Snapping screenshots in Windows 10 can be helpful indeed. Screenshots are useful for quickly showing someone what’s on your desktop, or grabbing a quick moment from a video that you need to share. Taking screenshots with Windows 10’s built-in controls is easy, but the methods to do so aren’t exactly obvious.
Here are three built-in Windows screenshot keyboard shortcuts, most of which will also work in earlier versions of Windows. We’ll also suggest a few third-party applications for those who need a more powerful screenshot utility.
The old screenshot standard still exists in Windows 10. Press the PrtScn button and your entire screen (or screens, in a multi-monitor set-up) is copied to the clipboard. From there you can paste it into Paint, GIMP, IrfanView, Photoshop, or any other photo program that allows you to paste in an image.
Add the Windows key
An upgraded version of PrtScn available since Windows 8 is Windows key + PrtScn. Tap those two keys simultaneously and your screen (or screens) will “blink” for a second, as if a camera shutter was opening and closing. Open File Explorer, navigate to Pictures > Screenshots, and your screenshot will be there waiting for you.
Just the current window please
If all you need is a screenshot of the current program you’re using—such as Chrome, Word, Excel, or PowerPoint—tap Alt + PrtScn. That will copy an image of the window currently in focus to the system clipboard. Just like using the PrtScn shortcut, you can then paste the image into the photo editing or other image-friendly program (like the Gmail web app).

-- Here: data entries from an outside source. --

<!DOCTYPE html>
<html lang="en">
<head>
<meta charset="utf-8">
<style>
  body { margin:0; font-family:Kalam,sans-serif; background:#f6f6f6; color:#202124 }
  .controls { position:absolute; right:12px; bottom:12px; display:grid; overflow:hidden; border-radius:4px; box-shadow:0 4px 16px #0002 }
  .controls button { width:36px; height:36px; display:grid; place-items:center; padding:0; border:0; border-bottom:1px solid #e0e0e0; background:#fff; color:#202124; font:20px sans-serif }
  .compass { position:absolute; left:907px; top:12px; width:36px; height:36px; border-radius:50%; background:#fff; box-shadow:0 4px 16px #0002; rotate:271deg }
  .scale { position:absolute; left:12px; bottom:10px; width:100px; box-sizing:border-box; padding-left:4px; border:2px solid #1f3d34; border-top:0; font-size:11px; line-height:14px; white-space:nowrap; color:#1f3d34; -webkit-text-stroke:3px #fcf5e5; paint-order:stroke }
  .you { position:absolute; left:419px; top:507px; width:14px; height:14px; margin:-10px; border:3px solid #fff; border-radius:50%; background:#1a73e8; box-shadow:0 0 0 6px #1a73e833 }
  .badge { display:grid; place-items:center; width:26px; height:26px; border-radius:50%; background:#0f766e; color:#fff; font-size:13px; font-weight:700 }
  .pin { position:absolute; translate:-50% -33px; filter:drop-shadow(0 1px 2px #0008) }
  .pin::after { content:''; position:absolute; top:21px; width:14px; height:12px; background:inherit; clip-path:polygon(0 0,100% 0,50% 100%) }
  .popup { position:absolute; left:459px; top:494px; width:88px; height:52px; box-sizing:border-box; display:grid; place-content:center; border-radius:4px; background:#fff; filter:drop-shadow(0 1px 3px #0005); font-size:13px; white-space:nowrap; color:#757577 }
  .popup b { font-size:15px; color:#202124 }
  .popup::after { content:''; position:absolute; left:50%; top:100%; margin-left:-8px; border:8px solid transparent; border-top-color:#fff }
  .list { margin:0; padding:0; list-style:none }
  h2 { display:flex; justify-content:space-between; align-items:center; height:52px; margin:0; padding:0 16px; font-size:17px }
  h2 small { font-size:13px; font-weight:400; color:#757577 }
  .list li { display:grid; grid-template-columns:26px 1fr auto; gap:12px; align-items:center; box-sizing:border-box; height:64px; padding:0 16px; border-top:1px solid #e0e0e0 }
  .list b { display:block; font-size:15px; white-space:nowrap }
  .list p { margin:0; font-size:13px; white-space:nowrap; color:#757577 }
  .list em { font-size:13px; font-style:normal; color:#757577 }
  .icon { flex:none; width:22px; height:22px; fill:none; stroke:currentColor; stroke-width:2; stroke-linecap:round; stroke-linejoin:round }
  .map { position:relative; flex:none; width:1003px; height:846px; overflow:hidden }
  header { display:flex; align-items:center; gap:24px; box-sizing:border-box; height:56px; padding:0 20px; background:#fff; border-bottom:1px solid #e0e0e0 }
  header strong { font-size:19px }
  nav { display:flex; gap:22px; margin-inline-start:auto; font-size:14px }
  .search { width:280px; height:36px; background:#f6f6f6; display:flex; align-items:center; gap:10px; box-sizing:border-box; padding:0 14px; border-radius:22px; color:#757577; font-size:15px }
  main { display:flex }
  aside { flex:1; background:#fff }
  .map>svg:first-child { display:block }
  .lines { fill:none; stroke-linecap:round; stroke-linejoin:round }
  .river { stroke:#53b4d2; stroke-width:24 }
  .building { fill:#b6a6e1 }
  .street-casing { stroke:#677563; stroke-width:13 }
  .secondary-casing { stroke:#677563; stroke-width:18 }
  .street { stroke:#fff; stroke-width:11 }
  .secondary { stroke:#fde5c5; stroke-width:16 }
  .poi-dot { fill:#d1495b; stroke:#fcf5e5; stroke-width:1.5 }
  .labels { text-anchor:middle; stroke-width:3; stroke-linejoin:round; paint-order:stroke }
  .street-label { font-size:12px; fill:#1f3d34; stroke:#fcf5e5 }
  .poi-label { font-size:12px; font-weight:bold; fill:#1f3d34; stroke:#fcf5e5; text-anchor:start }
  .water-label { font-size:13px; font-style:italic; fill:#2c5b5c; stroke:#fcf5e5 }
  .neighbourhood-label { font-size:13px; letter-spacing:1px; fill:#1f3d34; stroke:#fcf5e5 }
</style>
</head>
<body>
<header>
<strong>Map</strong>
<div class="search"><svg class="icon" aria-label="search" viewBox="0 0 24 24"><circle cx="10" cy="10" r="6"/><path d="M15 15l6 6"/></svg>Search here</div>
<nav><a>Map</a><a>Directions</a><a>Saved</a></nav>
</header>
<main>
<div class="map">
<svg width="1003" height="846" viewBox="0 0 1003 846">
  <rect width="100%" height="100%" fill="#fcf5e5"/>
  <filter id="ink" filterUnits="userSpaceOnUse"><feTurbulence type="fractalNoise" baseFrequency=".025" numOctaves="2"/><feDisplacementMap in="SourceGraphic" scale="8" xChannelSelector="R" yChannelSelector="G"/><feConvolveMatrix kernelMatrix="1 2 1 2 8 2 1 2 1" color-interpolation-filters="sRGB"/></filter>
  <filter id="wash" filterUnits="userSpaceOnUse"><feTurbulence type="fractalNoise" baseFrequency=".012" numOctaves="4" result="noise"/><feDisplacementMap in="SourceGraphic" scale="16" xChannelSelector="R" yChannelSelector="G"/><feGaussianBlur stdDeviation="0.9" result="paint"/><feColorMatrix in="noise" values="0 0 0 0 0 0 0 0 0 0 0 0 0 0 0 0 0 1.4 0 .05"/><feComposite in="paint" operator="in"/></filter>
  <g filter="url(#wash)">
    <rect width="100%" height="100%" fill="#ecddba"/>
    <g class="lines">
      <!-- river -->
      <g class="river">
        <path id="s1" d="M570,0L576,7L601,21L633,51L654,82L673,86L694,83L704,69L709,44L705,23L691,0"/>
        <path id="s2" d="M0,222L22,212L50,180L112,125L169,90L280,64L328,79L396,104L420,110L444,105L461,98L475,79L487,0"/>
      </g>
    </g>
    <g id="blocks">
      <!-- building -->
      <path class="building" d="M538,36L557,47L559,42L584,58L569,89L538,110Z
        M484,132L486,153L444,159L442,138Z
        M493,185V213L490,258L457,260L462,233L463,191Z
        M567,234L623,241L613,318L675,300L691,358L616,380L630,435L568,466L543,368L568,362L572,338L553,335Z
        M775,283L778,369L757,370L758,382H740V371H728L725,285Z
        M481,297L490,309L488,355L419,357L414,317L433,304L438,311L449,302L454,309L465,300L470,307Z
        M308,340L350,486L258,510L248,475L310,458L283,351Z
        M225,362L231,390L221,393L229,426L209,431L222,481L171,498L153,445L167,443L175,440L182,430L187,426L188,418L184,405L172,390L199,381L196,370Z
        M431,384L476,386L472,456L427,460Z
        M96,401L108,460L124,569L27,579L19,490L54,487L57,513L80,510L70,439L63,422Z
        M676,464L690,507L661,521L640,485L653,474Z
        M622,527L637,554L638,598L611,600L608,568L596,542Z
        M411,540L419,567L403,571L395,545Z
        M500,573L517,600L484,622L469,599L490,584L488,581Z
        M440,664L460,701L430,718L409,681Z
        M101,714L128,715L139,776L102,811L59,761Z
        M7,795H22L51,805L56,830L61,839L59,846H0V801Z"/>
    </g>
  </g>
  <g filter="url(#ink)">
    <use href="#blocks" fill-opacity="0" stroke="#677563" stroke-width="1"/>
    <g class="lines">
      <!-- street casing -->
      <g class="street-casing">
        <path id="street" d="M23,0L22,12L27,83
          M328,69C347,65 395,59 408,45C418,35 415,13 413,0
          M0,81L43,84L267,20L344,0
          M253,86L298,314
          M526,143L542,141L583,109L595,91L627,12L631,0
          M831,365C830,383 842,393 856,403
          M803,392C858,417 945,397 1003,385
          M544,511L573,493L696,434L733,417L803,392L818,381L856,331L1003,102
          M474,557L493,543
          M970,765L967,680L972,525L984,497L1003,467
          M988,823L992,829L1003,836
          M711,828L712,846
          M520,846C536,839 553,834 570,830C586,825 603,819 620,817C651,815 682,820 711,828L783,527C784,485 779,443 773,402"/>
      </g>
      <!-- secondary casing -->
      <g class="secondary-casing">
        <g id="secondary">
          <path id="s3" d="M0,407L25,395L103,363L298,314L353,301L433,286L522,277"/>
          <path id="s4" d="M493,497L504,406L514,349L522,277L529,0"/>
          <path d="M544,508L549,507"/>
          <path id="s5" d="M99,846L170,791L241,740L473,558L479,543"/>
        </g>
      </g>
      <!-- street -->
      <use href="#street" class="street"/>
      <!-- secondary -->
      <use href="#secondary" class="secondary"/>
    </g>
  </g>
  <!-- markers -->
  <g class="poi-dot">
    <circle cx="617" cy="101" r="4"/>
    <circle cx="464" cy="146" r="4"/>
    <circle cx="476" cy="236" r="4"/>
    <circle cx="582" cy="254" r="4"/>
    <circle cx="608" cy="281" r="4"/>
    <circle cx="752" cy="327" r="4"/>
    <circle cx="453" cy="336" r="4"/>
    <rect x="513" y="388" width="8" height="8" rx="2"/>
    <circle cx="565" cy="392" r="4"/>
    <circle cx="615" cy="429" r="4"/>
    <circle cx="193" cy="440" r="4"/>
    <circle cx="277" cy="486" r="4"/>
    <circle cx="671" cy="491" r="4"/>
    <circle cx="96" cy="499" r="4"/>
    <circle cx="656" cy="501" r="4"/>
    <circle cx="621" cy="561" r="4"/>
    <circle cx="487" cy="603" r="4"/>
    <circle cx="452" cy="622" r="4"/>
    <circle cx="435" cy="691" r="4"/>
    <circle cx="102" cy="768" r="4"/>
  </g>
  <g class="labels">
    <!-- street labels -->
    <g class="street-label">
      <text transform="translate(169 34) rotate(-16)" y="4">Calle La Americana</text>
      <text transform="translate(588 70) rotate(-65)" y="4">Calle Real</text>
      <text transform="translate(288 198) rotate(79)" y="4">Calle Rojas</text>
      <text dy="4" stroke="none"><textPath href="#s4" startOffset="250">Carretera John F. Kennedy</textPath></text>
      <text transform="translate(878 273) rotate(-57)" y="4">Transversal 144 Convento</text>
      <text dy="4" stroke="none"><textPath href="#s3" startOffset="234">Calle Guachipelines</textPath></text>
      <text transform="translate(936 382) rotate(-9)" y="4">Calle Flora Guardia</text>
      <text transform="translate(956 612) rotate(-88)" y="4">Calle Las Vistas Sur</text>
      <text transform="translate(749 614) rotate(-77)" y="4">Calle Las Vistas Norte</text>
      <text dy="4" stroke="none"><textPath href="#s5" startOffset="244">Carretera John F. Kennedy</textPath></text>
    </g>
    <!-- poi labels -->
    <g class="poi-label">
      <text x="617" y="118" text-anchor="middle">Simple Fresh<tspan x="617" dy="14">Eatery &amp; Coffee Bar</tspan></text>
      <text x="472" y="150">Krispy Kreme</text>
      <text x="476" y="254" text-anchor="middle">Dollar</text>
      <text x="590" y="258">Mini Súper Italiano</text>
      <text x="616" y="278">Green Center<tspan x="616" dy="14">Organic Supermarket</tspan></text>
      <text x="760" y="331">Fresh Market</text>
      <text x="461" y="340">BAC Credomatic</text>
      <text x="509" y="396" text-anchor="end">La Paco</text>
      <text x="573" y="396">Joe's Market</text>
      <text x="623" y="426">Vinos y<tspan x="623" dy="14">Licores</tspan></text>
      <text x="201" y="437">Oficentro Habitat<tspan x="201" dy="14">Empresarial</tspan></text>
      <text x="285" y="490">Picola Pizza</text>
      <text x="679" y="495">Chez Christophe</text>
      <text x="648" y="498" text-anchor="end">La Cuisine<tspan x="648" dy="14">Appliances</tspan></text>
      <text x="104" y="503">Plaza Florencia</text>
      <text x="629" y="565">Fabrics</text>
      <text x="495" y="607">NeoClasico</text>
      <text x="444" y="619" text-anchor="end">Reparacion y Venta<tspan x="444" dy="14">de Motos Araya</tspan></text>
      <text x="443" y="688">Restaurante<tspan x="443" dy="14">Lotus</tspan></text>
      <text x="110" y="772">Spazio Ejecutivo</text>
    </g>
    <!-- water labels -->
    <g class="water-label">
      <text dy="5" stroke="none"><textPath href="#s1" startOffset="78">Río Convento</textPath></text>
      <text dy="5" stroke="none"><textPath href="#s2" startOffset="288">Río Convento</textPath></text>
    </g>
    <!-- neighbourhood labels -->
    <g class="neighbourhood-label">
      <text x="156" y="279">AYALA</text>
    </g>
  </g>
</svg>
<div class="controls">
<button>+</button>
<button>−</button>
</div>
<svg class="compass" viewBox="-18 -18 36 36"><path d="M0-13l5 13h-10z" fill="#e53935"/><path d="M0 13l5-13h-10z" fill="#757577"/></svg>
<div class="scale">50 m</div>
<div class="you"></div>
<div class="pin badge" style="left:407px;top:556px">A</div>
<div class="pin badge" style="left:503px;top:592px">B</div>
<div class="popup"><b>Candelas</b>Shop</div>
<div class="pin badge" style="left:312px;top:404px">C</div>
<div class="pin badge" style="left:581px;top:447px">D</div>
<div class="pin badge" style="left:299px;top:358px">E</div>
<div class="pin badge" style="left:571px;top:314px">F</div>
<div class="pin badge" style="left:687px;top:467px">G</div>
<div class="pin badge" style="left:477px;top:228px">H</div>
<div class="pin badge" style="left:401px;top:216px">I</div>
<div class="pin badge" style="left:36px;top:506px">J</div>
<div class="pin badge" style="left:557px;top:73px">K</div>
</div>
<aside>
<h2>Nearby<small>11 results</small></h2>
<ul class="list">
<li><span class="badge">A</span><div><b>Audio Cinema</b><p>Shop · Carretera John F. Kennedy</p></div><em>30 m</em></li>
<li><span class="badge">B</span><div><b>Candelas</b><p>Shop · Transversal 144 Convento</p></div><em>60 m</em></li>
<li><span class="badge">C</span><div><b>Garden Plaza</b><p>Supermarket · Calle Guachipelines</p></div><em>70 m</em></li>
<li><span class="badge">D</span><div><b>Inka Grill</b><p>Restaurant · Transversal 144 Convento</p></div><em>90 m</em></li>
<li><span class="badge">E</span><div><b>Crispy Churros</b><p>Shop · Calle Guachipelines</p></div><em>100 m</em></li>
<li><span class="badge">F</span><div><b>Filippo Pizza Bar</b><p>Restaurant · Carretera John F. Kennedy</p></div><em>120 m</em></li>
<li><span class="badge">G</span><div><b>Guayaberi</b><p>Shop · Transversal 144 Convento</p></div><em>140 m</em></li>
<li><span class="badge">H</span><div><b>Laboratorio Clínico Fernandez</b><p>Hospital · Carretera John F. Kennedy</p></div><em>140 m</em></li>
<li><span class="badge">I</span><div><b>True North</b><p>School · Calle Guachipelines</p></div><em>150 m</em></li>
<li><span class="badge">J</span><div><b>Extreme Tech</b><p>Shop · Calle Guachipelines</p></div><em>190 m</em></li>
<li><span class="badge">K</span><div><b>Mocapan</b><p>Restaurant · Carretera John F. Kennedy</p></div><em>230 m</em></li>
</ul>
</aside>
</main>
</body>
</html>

If you need to go deeper than the tools Windows 10 offers, third-party programs and extensions can scratch your itch. The easiest alternative is the clipping tool that comes with OneNote 2016 for the desktop. All you have to do is open OneNote and the clipping tool will appear in the system tray, under the upward-facing arrow to the far right of the Windows 10 taskbar.
Look for the OneNote icon with a pair of scissors on top of it. Right-click the clipping tool and select Take screen clipping from the context menu. Your screen will freeze and turn a transparent gray color, while the mouse pointer turns into a precision cursor (a big plus sign).
To take your screen clipping, click and drag in a rectangular or square shape over the area that you want, and then release the mouse button. After a few seconds a pop-up window appears with options to save the clipping directly to a OneNote notebook or copy the image to the clipboard for use in a different program.
If you need a screenshot tool with free-form captures, effects, annotations, and other nifty features, there are a number of third-party solutions you could try such as Greenshot, Monosnap, or PicPick. For browser-based solutions try Awesome Screenshot or Nimbus.
If the only extra feature you need is annotations don’t forget about Microsoft Edge’s built-in screenshot feature (pictured at the top of this post) that saves full or cropped website screenshots with annotations to OneNote.